START Dataset content

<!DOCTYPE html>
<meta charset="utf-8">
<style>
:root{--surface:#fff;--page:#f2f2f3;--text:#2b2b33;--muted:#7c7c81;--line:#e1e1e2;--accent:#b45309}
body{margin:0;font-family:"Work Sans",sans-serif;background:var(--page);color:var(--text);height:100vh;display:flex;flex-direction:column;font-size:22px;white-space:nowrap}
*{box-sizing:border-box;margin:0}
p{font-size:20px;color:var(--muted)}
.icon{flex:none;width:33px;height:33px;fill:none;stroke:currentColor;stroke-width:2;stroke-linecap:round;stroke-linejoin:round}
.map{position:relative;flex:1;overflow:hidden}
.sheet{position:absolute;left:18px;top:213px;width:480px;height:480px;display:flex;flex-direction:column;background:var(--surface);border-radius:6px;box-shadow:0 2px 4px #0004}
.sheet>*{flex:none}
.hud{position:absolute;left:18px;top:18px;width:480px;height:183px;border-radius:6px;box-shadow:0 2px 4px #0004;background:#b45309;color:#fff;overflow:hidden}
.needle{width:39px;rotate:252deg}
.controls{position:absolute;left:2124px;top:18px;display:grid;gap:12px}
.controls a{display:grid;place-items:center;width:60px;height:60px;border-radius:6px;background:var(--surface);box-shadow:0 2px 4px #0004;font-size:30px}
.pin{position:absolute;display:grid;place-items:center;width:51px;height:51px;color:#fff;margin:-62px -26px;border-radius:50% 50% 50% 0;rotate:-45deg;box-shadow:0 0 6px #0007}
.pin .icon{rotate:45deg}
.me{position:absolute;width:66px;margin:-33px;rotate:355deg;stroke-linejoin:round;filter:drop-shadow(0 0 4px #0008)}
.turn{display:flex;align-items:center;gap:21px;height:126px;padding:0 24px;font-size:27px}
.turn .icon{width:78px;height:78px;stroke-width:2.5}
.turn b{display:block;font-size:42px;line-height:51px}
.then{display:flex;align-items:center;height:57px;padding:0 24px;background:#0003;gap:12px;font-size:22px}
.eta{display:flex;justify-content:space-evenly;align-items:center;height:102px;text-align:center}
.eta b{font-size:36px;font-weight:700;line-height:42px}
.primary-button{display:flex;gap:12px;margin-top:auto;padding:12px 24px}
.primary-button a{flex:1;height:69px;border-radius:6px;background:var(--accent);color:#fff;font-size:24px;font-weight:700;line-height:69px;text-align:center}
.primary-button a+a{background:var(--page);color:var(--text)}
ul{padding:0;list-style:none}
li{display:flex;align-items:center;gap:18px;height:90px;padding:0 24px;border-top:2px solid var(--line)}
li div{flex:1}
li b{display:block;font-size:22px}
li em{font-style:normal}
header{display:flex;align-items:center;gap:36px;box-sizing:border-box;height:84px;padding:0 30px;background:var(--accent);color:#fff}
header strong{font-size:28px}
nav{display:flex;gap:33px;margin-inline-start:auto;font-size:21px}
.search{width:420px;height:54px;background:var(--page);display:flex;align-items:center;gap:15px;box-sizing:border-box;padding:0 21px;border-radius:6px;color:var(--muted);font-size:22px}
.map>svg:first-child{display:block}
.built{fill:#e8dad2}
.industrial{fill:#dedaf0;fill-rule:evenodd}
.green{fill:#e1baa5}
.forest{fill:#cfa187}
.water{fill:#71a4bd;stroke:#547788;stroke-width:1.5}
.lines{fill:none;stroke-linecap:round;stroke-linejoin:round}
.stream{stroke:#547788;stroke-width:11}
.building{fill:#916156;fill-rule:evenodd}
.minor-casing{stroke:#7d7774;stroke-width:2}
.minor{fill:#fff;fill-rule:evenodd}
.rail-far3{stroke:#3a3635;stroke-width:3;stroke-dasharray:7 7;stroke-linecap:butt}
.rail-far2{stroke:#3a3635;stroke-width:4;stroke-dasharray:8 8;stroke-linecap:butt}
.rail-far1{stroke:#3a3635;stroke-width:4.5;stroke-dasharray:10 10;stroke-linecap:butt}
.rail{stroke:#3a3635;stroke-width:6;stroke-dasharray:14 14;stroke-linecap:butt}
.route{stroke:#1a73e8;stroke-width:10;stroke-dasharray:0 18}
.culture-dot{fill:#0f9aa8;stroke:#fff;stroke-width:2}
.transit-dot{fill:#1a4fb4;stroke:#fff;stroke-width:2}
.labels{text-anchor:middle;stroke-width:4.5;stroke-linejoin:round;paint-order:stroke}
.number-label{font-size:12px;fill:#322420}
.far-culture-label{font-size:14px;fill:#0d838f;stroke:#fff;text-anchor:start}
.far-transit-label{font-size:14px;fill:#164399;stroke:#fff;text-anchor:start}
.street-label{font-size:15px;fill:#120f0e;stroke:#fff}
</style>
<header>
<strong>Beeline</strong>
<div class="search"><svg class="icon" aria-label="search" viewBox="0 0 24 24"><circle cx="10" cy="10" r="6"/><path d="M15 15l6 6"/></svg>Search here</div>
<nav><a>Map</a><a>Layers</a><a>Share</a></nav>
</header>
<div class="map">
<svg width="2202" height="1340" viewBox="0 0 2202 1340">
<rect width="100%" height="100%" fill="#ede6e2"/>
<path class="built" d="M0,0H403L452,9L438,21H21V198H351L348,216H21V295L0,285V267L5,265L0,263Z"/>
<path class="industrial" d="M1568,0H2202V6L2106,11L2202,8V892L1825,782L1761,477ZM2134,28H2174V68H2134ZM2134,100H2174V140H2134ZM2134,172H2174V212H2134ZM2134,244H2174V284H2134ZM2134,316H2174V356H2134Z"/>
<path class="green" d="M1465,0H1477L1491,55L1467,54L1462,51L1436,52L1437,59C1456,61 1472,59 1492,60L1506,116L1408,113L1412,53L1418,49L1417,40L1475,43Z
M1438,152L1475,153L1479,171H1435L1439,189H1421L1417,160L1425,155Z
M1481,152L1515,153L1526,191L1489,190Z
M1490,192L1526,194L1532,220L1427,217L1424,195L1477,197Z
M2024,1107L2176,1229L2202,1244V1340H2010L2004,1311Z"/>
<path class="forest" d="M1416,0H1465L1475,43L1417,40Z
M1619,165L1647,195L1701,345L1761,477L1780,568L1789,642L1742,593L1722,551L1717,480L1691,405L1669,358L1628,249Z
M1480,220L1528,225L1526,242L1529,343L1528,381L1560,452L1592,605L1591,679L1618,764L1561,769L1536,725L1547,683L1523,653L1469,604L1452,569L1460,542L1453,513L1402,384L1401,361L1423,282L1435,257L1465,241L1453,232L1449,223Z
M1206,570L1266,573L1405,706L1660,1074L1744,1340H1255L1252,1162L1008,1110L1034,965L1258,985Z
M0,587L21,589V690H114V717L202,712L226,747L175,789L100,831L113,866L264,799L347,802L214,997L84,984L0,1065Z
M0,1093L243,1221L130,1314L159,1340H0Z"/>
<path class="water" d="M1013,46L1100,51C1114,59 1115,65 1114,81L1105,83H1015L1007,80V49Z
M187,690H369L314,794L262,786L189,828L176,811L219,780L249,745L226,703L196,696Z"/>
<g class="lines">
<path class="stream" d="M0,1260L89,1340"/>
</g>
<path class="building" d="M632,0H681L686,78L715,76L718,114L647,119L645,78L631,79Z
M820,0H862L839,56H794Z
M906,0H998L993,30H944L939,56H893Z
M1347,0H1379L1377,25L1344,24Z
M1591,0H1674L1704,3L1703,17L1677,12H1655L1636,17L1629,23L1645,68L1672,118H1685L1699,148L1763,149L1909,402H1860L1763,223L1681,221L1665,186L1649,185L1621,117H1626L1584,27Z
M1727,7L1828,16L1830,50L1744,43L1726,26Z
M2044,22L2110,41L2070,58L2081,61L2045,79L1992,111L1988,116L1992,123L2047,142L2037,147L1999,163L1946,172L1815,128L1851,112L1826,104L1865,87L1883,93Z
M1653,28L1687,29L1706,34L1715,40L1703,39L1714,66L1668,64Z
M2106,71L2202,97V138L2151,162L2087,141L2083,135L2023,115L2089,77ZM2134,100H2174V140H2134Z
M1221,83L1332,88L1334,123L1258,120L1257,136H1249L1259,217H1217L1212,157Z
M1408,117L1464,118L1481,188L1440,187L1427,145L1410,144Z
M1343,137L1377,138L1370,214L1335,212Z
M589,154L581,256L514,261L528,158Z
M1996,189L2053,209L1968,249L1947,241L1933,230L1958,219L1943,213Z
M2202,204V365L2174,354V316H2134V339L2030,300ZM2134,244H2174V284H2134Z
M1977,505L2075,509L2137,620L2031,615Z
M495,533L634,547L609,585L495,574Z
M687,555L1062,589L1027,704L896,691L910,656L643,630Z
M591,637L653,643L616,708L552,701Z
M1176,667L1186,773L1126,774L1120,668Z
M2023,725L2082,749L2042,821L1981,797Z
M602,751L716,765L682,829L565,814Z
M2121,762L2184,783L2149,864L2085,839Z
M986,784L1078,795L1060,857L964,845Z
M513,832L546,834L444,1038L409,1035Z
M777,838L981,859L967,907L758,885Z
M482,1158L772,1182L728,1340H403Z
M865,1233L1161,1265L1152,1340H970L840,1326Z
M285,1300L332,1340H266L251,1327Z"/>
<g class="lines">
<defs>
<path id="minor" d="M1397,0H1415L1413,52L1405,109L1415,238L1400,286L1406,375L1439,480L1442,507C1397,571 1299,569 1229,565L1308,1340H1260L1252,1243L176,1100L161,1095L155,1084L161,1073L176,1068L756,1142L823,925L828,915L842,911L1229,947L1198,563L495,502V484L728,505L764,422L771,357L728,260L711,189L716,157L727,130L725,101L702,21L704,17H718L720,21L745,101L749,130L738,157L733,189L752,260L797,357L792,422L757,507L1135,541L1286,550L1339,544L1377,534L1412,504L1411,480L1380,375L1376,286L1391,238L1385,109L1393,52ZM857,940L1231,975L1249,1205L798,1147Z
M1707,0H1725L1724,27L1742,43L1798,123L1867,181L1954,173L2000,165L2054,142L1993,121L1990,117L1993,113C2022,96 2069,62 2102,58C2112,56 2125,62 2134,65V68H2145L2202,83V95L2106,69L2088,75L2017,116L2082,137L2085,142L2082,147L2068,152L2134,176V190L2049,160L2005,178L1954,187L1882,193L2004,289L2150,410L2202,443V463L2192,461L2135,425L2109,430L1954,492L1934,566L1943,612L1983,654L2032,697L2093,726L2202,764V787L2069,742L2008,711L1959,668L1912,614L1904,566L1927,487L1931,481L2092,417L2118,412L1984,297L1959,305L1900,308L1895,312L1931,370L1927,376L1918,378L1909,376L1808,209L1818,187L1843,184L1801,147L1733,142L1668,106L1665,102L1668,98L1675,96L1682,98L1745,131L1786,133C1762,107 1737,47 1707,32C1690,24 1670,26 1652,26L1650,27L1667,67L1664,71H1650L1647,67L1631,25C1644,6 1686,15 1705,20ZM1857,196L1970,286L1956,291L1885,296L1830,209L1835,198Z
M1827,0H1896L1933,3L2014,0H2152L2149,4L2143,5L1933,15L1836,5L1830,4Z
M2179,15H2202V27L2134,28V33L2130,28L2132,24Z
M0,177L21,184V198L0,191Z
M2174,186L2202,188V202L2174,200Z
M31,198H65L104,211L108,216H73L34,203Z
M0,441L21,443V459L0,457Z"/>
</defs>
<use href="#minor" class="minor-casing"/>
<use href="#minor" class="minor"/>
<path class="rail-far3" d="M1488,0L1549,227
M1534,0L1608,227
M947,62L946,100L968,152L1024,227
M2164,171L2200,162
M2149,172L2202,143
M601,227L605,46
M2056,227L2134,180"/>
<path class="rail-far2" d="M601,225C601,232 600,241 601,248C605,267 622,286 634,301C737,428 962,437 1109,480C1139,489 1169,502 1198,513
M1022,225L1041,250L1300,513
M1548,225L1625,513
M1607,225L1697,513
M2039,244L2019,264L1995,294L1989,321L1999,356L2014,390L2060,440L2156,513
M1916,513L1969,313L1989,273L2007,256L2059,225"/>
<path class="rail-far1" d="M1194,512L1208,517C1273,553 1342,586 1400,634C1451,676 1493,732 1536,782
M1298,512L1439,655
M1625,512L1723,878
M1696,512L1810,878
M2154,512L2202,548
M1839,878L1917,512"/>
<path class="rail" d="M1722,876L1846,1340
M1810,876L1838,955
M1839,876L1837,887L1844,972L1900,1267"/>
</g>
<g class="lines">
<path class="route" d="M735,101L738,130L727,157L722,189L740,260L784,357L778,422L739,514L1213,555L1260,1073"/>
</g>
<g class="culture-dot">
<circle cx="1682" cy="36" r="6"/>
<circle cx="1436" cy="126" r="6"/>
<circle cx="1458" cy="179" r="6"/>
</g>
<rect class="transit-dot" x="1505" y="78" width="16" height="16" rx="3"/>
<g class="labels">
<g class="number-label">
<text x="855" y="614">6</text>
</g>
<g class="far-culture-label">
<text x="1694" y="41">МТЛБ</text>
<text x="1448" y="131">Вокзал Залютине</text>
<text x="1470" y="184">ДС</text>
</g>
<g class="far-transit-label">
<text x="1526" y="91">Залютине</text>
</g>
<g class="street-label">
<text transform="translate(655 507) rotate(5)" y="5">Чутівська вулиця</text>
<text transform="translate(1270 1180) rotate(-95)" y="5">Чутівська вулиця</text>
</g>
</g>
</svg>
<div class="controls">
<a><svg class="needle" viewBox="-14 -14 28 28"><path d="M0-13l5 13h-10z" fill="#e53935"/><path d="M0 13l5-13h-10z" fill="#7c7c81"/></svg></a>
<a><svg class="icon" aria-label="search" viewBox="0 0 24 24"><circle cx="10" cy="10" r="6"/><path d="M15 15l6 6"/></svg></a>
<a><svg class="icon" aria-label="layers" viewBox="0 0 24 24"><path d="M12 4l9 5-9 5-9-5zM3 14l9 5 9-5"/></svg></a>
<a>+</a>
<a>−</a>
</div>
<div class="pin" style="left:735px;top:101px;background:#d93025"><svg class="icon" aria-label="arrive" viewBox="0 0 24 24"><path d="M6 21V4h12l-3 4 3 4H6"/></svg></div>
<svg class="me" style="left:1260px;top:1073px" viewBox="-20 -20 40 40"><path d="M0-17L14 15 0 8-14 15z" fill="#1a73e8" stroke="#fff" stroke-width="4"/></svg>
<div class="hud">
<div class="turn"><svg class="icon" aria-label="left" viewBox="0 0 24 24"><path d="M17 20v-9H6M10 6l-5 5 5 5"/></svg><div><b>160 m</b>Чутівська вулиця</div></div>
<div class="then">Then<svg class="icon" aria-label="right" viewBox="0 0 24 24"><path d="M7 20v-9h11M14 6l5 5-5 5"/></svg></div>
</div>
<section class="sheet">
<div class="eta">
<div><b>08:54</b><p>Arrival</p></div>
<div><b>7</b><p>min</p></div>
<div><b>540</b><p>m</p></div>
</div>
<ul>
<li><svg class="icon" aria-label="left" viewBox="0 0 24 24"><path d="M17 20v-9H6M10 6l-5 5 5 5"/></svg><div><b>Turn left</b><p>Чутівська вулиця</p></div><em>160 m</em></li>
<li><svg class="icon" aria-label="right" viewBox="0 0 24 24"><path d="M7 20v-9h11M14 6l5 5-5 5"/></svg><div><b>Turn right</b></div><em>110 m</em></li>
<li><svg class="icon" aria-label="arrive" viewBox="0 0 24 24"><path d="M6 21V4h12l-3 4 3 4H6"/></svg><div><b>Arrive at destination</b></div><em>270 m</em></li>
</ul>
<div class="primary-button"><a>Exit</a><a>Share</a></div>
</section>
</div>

END Dataset content

What is expected
Please report all lines in the entries where "arrive" appears.

Exercise solution
<div class="pin" style="left:735px;top:101px;background:#d93025"><svg class="icon" aria-label="arrive" viewBox="0 0 24 24"><path d="M6 21V4h12l-3 4 3 4H6"/></svg></div>
<li><svg class="icon" aria-label="arrive" viewBox="0 0 24 24"><path d="M6 21V4h12l-3 4 3 4H6"/></svg><div><b>Arrive at destination</b></div><em>270 m</em></li>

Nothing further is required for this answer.